Perhaps most importantly, pricing decisions are disconnected from the broader commerce ecosystem. More than half (55%) of survey respondents report their pricing, quoting, CLM, and billing systems are only partially integrated.
This fragmentation creates operational friction that directly impacts pricing agility. Teams spend valuable time reconciling data, resolving inconsistencies, and manually coordinating approvals rather than getting ahead of market changes. The fragmentation is also a strategic limitation, because without a way to centralize pricing information and streamline prices across downstream commercial operations, B2B organizations cannot enforce true governance, deliver consistent pricing guidance in selling workflows, or measure outcomes at scale.
On the other hand, dynamic pricing is no longer reserved for digital-native companies. It is quickly becoming a baseline business requirement for any pricing team operating in today’s rapidly evolving market.

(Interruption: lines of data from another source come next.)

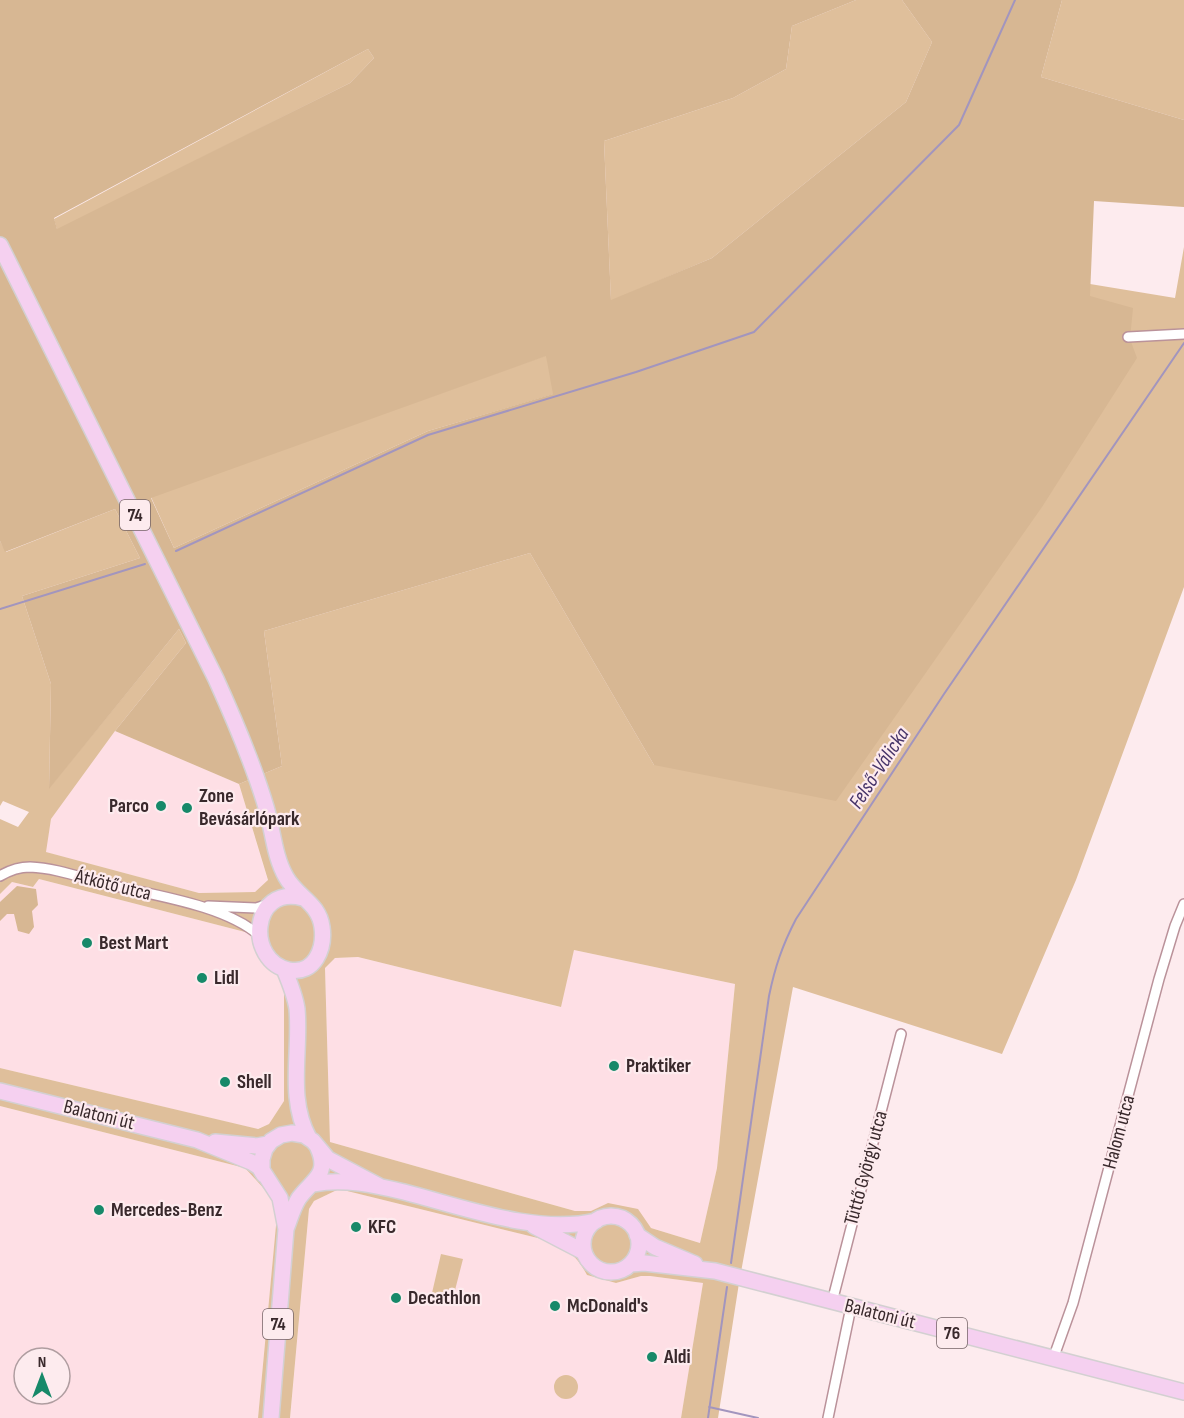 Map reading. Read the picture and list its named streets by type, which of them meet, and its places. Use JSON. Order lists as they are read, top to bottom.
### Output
{
  "streets": {
    "main road": ["74", "Balatoni út", "76"],
    "street": ["Átkötő utca", "Halom utca", "Tüttő György utca"]
  },
  "crossings": [
    ["74", "Átkötő utca"],
    ["74", "Balatoni út"],
    ["74", "76"],
    ["Balatoni út", "Halom utca"],
    ["Balatoni út", "Tüttő György utca"],
    ["Balatoni út", "76"]
  ],
  "water": ["Felső-Válicka"],
  "places": [
    "Parco",
    "Zone Bevásárlópark",
    "Best Mart",
    "Lidl",
    "Praktiker",
    "Shell",
    "Mercedes-Benz",
    "KFC",
    "Decathlon",
    "McDonald's",
    "Aldi"
  ],
  "north": "top"
} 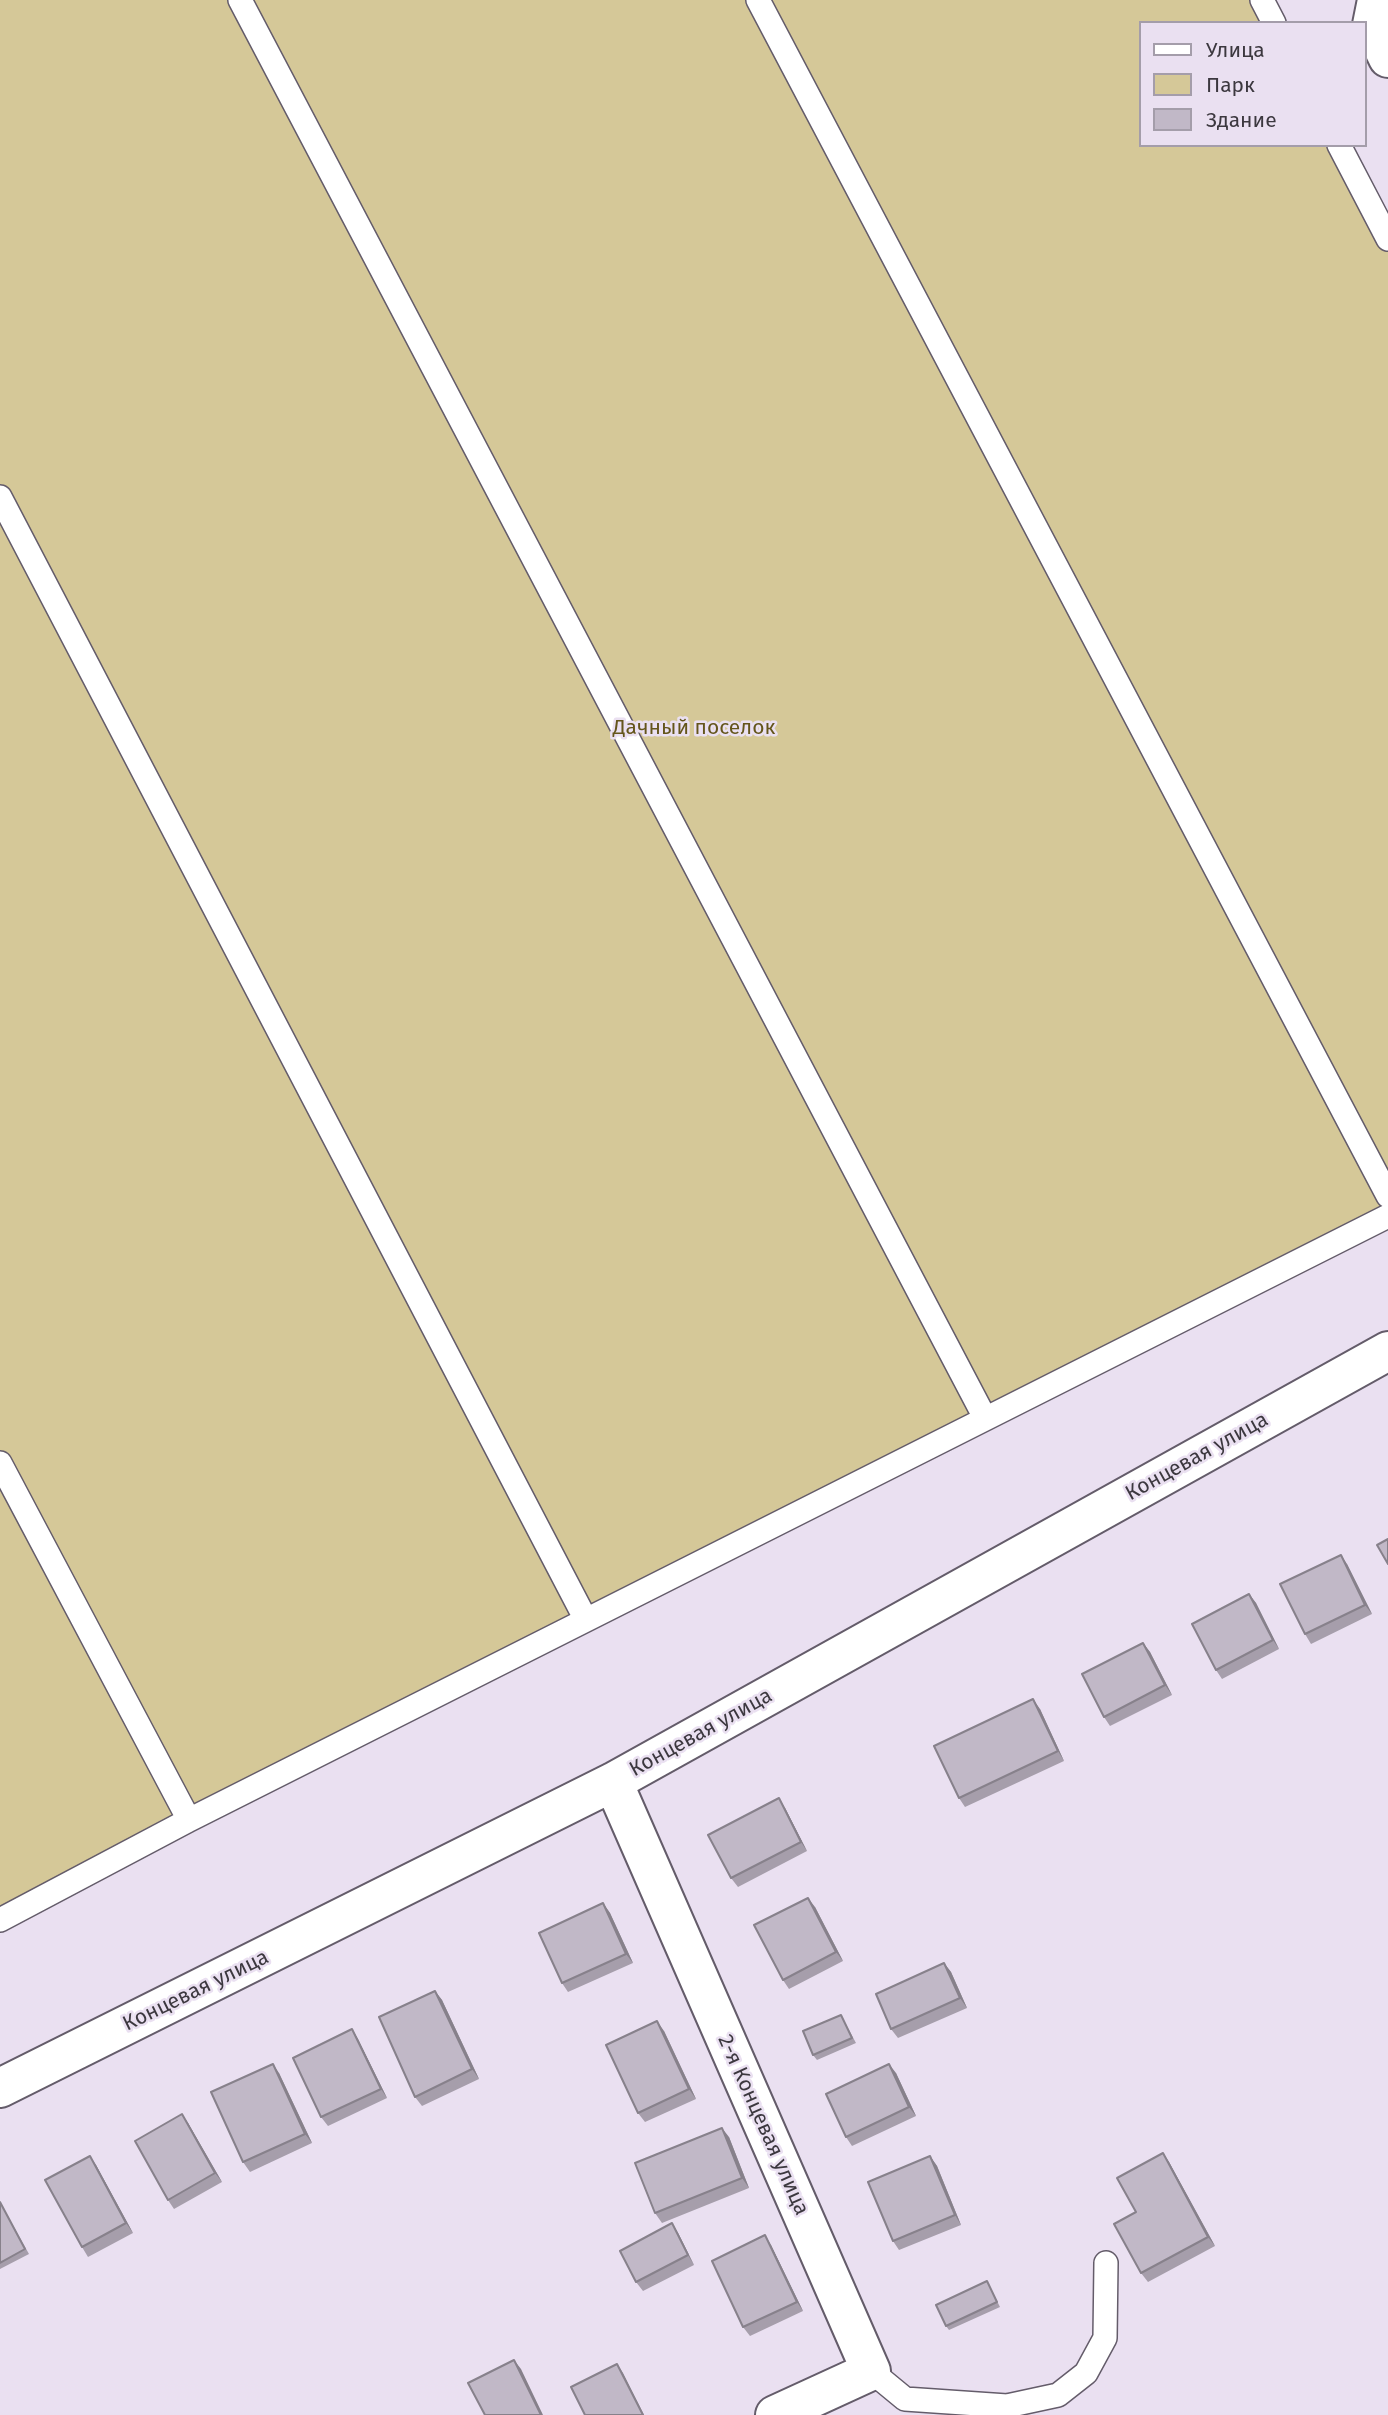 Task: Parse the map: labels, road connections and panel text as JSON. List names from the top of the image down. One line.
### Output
{"streets":{"street":["Концевая улица","2-я Концевая улица"]},"crossings":[["Концевая улица","2-я Концевая улица"]],"parks":["Дачный поселок"],"legend":["Улица","Парк","Здание"]}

Interest in AI Pricing is Growing Faster Than AI Maturity
Organizations clearly recognize the need for smarter pricing capabilities. What’s less clear is how prepared they are to operationalize those changes. The report highlights a significant disconnect between AI ambition and AI maturity.
- 96% are comfortable with AI insights supporting human pricing decisions
- 48% believe they are already behind competitors in AI pricing adoption
- Just 4% currently use AI-powered pricing systems
This tension reflects a broader reality facing many commercial operations teams: leaders understand the value of AI-powered pricing software, but they are still navigating the complexity of implementation, integration, governance, and organizational trust. However, this gap also indicates a competitive divide: organizations that operationalize AI in pricing practices will outperform those still relying on manual or reactive processes, not just in terms of speed, but in market share, margin capture and win rates.

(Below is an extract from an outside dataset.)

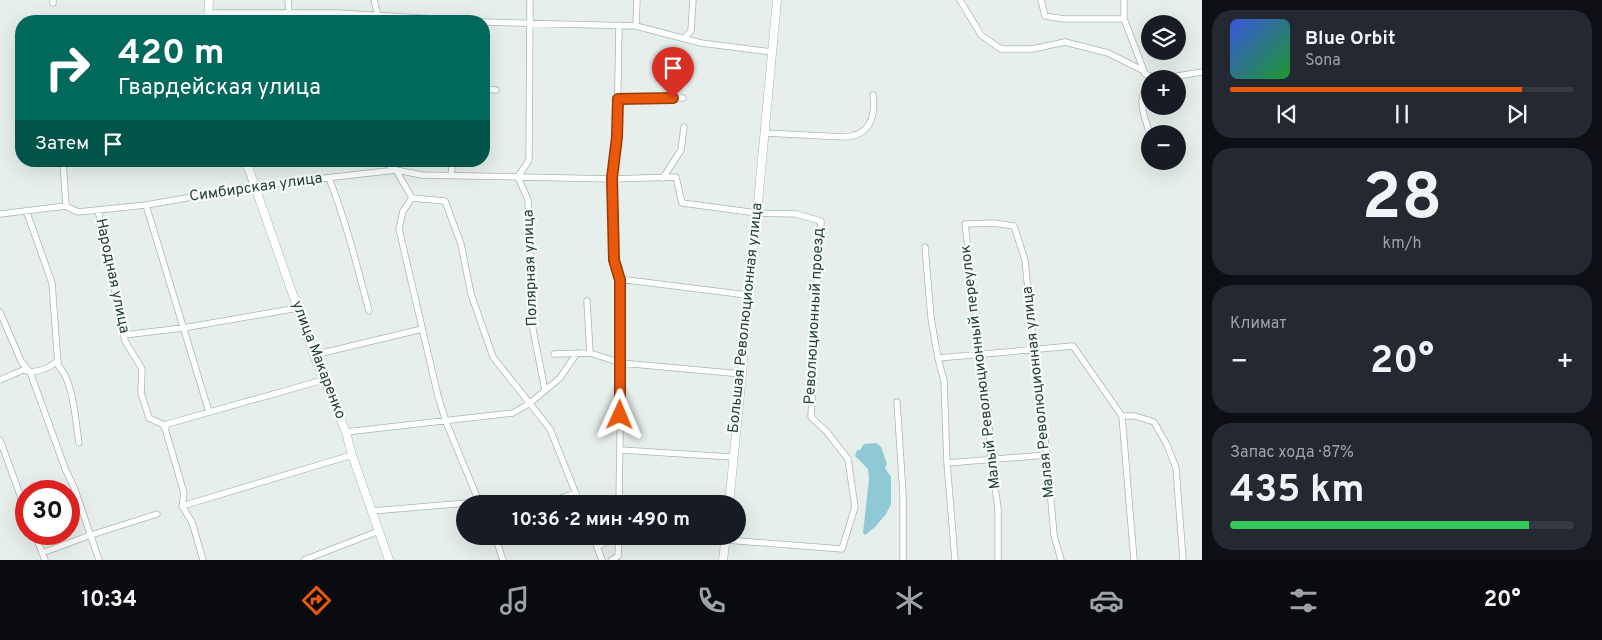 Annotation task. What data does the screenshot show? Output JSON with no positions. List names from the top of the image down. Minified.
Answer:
{"streets":{"street":["Симбирская улица","Полярная улица","Народная улица","Революционный проезд","Большая Революционная улица","улица Макаренко","Малый Революционный переулок","Малая Революционная улица"]},"crossings":[["Симбирская улица","Полярная улица"],["Симбирская улица","Народная улица"],["Симбирская улица","улица Макаренко"],["Революционный проезд","Большая Революционная улица"],["Малый Революционный переулок","Малая Революционная улица"]],"page":{"map_buttons":["+","−"],"turn":["420 m","Гвардейская улица"],"song":["Blue Orbit","Sona"],"then":"Затем","tile":[["28","km/h"],"Климат",["Запас хода · 87%","435 km"]],"heat":["−","20°","+"],"limit":"30","trip":"10:36 · 2 мин · 490 m","tabs":["10:34","20°"]}}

It’s also important to note, most organizations are not looking for fully autonomous pricing systems that eliminate human oversight. Instead, they want pricing insights that strengthen decision-making while preserving control.

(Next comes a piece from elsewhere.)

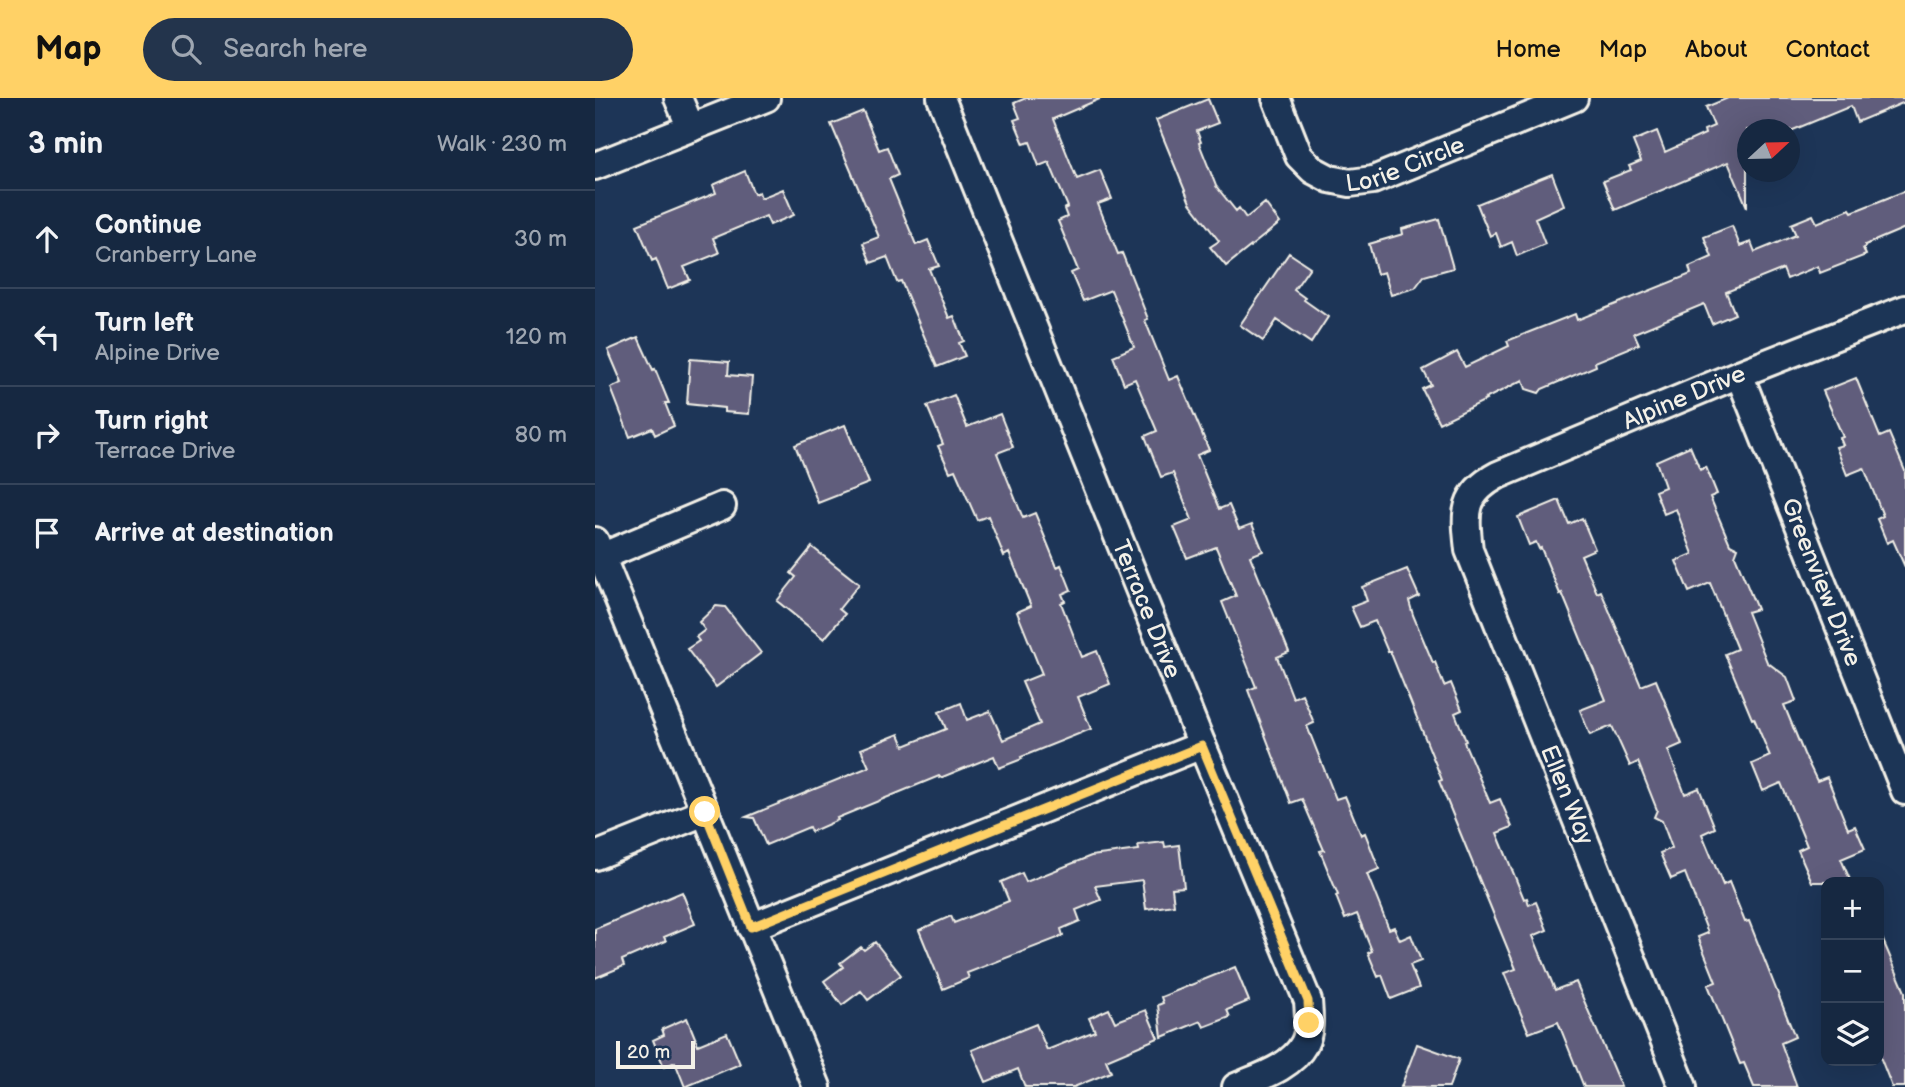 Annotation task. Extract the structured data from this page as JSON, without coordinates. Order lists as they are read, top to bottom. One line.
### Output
{"streets":{"street":["Lorie Circle","Alpine Drive","Greenview Drive","Terrace Drive","Ellen Way"]},"crossings":[["Alpine Drive","Greenview Drive"],["Alpine Drive","Ellen Way"]],"scale_bar":"20 m","north":"right","page":{"header":"Map","search":"Search here","nav":["Home","Map","About","Contact"],"heading":["3 min","Walk · 230 m"],"list":[["Continue","Cranberry Lane","30 m"],["Turn left","Alpine Drive","120 m"],["Turn right","Terrace Drive","80 m"],"Arrive at destination"],"map_buttons":["+","−"],"scale":"20 m"}}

That distinction matters, because it reflects a more practical and mature view of AI adoption. The goal is not automation for its own sake. It’s about improving speed, consistency, visibility, and confidence across the pricing process. For many organizations, that starts with fixing the underlying fragmentation that limits pricing agility in the first place.
What Businesses Really Want from Pricing Technology
Organizations are looking to AI to help surface patterns, identify margin risk, model pricing outcomes, and accelerate approvals at the point of quote. They don’t want algorithms making independent, unchecked pricing decisions.
The research also reveals an important shift in how organizations evaluate pricing technology investments. Speed matters, but predictability is just as important.
Half of respondents say that faster time-to-market for price changes would deliver the greatest impact. But organizations are equally focused on improving decision quality before changes are made.
Specifically:
This signals a broader evolution in how businesses think about pricing technology. They are no longer simply looking for tools that help them execute faster pricing updates. Instead, they want systems that support smarter end-to-end pricing decisions. That includes the ability to link pricing decisions to measurable outcomes. And right now, making that connection remains a challenge. Despite growing investment in pricing technology, only 8% of organizations say they can confidently measure and report the business impact of their pricing decisions.
In practice, what the data shows is that pricing leaders are increasingly looking for tools that can help them:
- Simulate different price strategies and assess their impact on margin and revenue before pushing any changes to market.
- Track price realization against projected outcomes and continuously refine pricing where performance gaps emerge.
- Recommend optimal price ranges tailored to account, segment, deal context, and dynamically adjust as market conditions shift, so pricing remains competitive yet profitable for the business.
- Empower sellers with real-time guidance that not only improves quoting responsiveness and price realization, but also reflects customer value and demand.
Without visibility into margin lift, deal velocity, win rates, or revenue impact, pricing becomes difficult to optimize. And without connected systems and data, even the most advanced AI pricing initiatives will struggle.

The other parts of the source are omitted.